Problem details :: Images are not part of the copy; write out the rest of the data exactly as given.

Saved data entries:
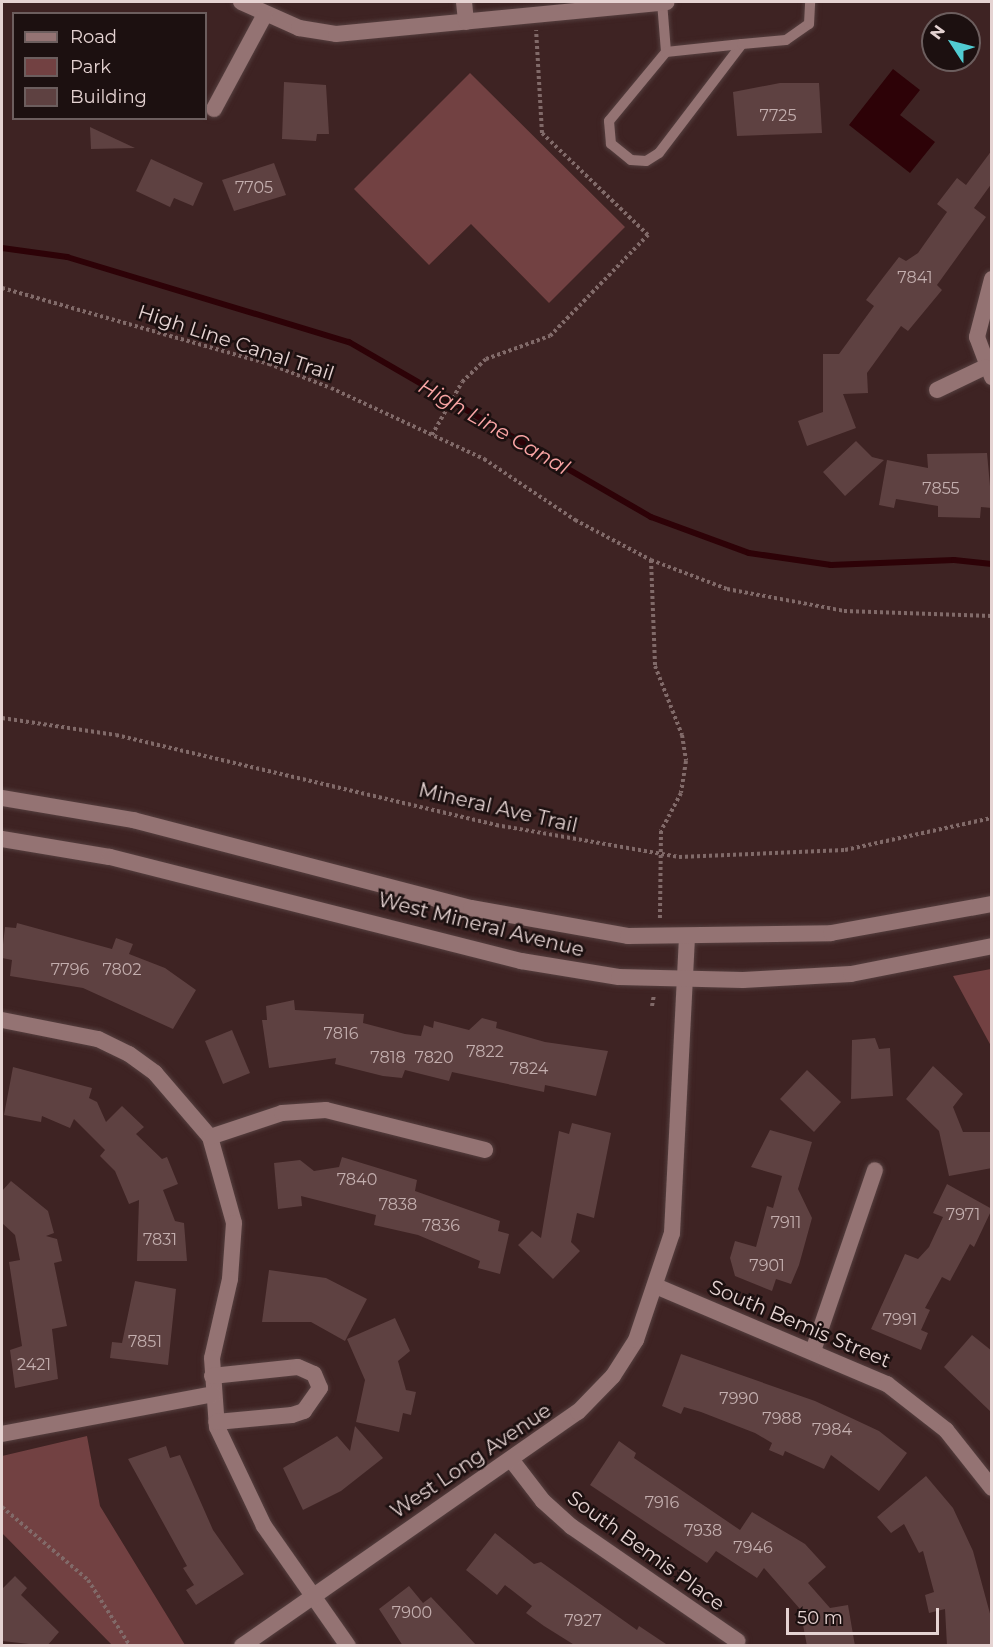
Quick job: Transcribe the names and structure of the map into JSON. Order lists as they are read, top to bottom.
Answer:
{
  "streets": {
    "street": [
      "West Mineral Avenue",
      "South Bemis Street",
      "West Long Avenue",
      "South Bemis Place"
    ],
    "path": ["High Line Canal Trail", "Mineral Ave Trail"]
  },
  "crossings": [
    ["West Mineral Avenue", "West Long Avenue"],
    ["South Bemis Street", "West Long Avenue"],
    ["West Long Avenue", "South Bemis Place"]
  ],
  "water": ["High Line Canal"],
  "house_numbers": [
    "7725",
    "7705",
    "7841",
    "7855",
    "7796",
    "7802",
    "7816",
    "7822",
    "7818",
    "7820",
    "7824",
    "7840",
    "7838",
    "7971",
    "7911",
    "7836",
    "7831",
    "7901",
    "7991",
    "7851",
    "2421",
    "7990",
    "7988",
    "7984",
    "7916",
    "7938",
    "7946",
    "7900",
    "7927"
  ],
  "legend": ["Road", "Park", "Building"],
  "scale_bar": "50 m",
  "north": "top left"
}
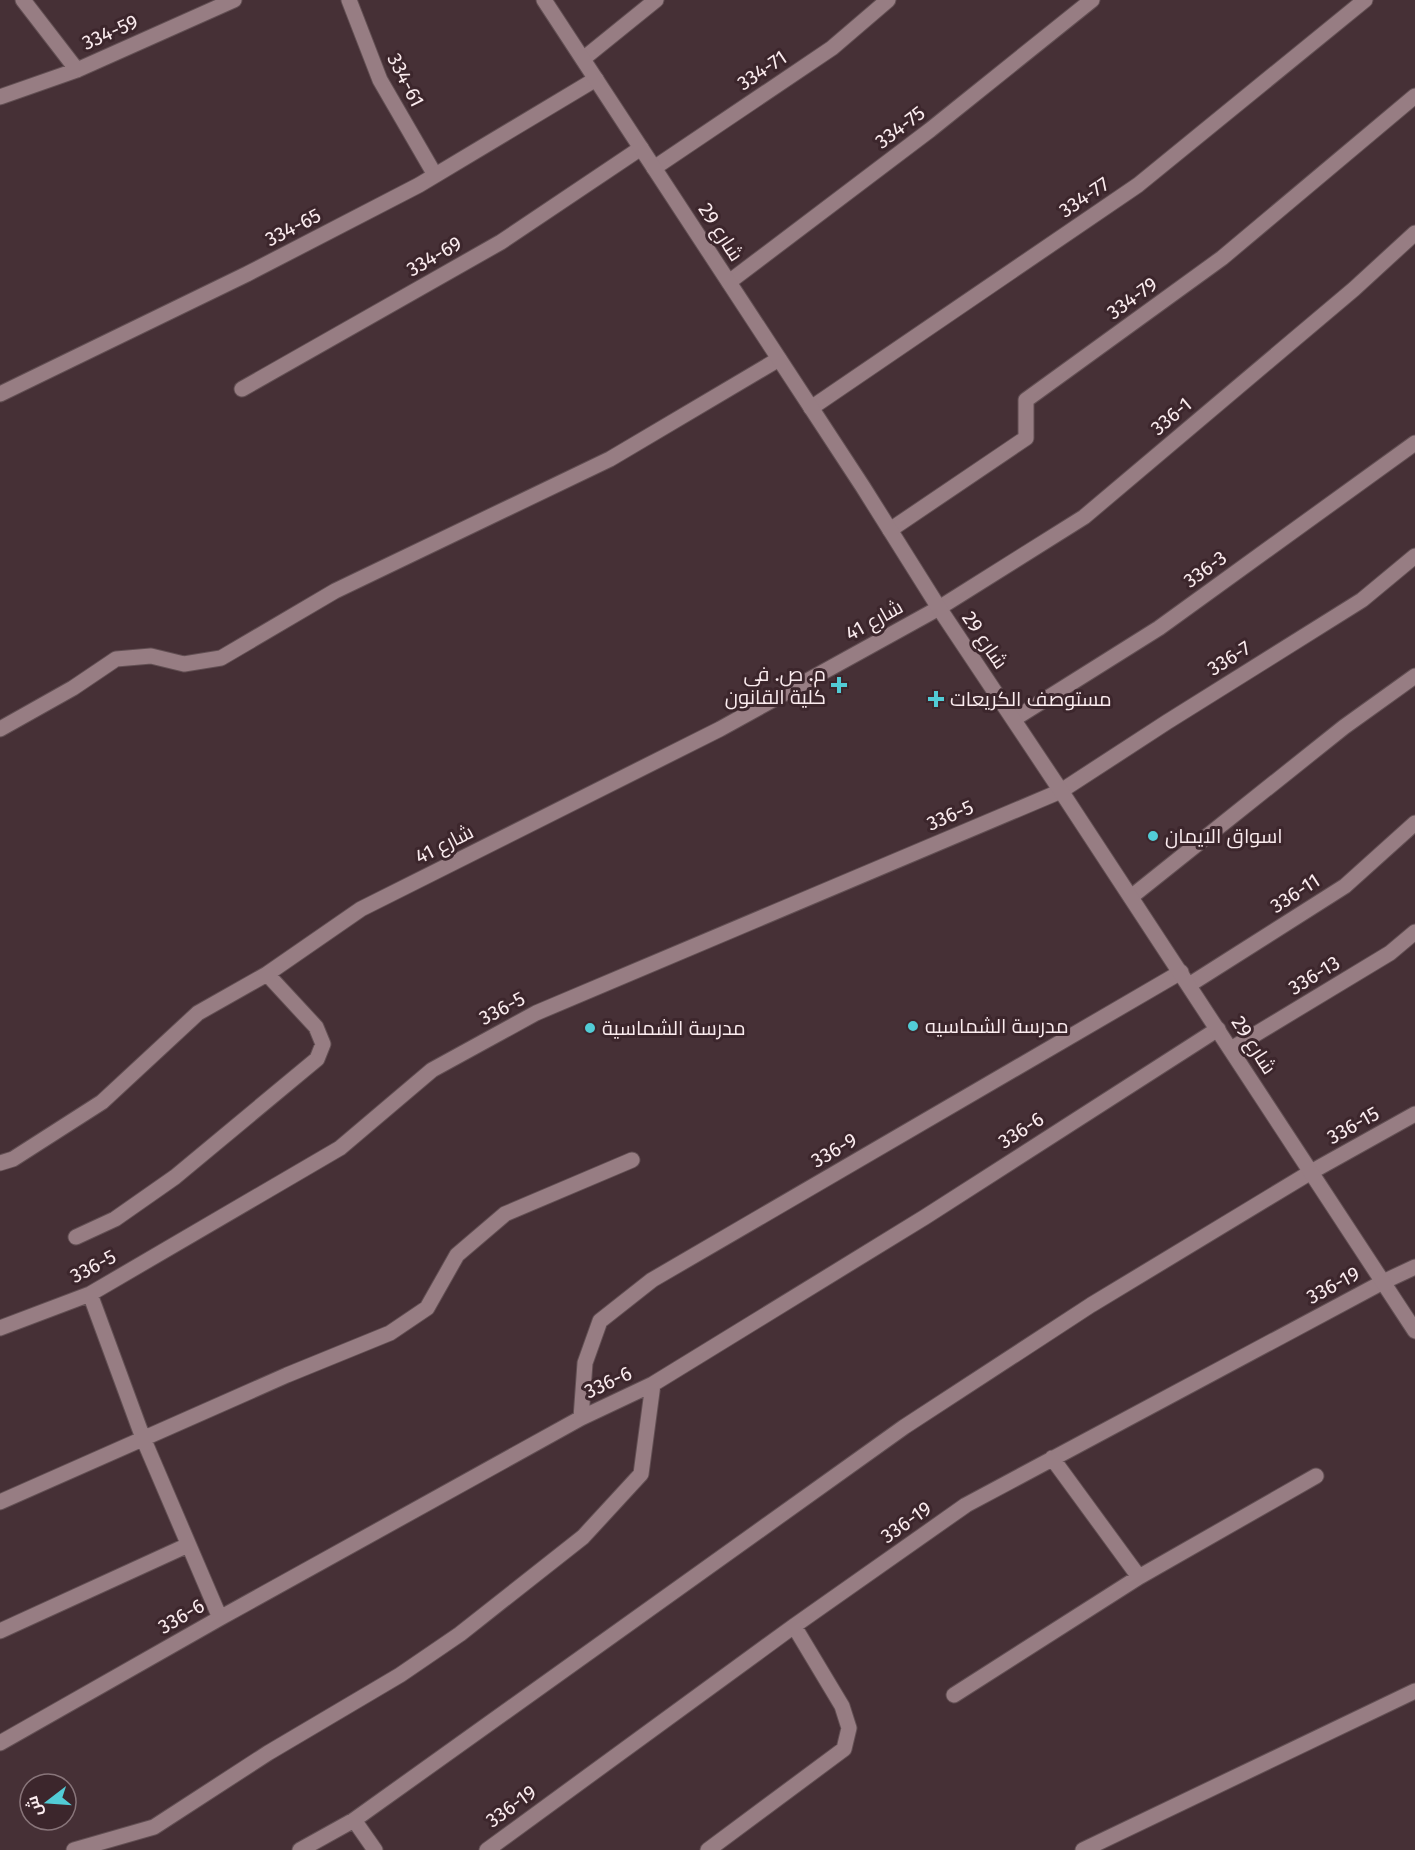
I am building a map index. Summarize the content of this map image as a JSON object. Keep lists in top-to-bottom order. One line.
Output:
{"streets":{"street":["334-59","334-71","334-61","334-75","334-77","334-65","شارع 29","334-69","334-79","336-1","336-3","شارع 41","336-7","336-5","336-11","336-13","336-15","336-6","336-9","336-19"]},"crossings":[["334-71","شارع 29"],["334-61","334-65"],["334-75","شارع 29"],["334-77","شارع 29"],["334-65","شارع 29"],["شارع 29","334-69"],["شارع 29","334-79"],["شارع 29","336-1"],["شارع 29","336-3"],["شارع 29","شارع 41"],["شارع 29","336-7"],["شارع 29","336-5"],["شارع 29","336-11"],["شارع 29","336-13"],["شارع 29","336-15"],["شارع 29","336-6"],["شارع 29","336-9"],["شارع 29","336-19"],["336-1","شارع 41"],["336-7","336-5"],["336-6","336-9"]],"places":{"health":["م. ص. في كلية القانون","مستوصف الكريعات"],"other":["اسواق الايمان","مدرسة الشماسيه","مدرسة الشماسية"]},"north":"left"}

Task solution ::
Quick job: Transcribe the names and structure of the map into JSON. Order lists as they are read, top to bottom.
Answer:
{
  "streets": {
    "street": [
      "West Mineral Avenue",
      "South Bemis Street",
      "West Long Avenue",
      "South Bemis Place"
    ],
    "path": ["High Line Canal Trail", "Mineral Ave Trail"]
  },
  "crossings": [
    ["West Mineral Avenue", "West Long Avenue"],
    ["South Bemis Street", "West Long Avenue"],
    ["West Long Avenue", "South Bemis Place"]
  ],
  "water": ["High Line Canal"],
  "house_numbers": [
    "7725",
    "7705",
    "7841",
    "7855",
    "7796",
    "7802",
    "7816",
    "7822",
    "7818",
    "7820",
    "7824",
    "7840",
    "7838",
    "7971",
    "7911",
    "7836",
    "7831",
    "7901",
    "7991",
    "7851",
    "2421",
    "7990",
    "7988",
    "7984",
    "7916",
    "7938",
    "7946",
    "7900",
    "7927"
  ],
  "legend": ["Road", "Park", "Building"],
  "scale_bar": "50 m",
  "north": "top left"
}
I am building a map index. Summarize the content of this map image as a JSON object. Keep lists in top-to-bottom order. One line.
Output:
{"streets":{"street":["334-59","334-71","334-61","334-75","334-77","334-65","شارع 29","334-69","334-79","336-1","336-3","شارع 41","336-7","336-5","336-11","336-13","336-15","336-6","336-9","336-19"]},"crossings":[["334-71","شارع 29"],["334-61","334-65"],["334-75","شارع 29"],["334-77","شارع 29"],["334-65","شارع 29"],["شارع 29","334-69"],["شارع 29","334-79"],["شارع 29","336-1"],["شارع 29","336-3"],["شارع 29","شارع 41"],["شارع 29","336-7"],["شارع 29","336-5"],["شارع 29","336-11"],["شارع 29","336-13"],["شارع 29","336-15"],["شارع 29","336-6"],["شارع 29","336-9"],["شارع 29","336-19"],["336-1","شارع 41"],["336-7","336-5"],["336-6","336-9"]],"places":{"health":["م. ص. في كلية القانون","مستوصف الكريعات"],"other":["اسواق الايمان","مدرسة الشماسيه","مدرسة الشماسية"]},"north":"left"}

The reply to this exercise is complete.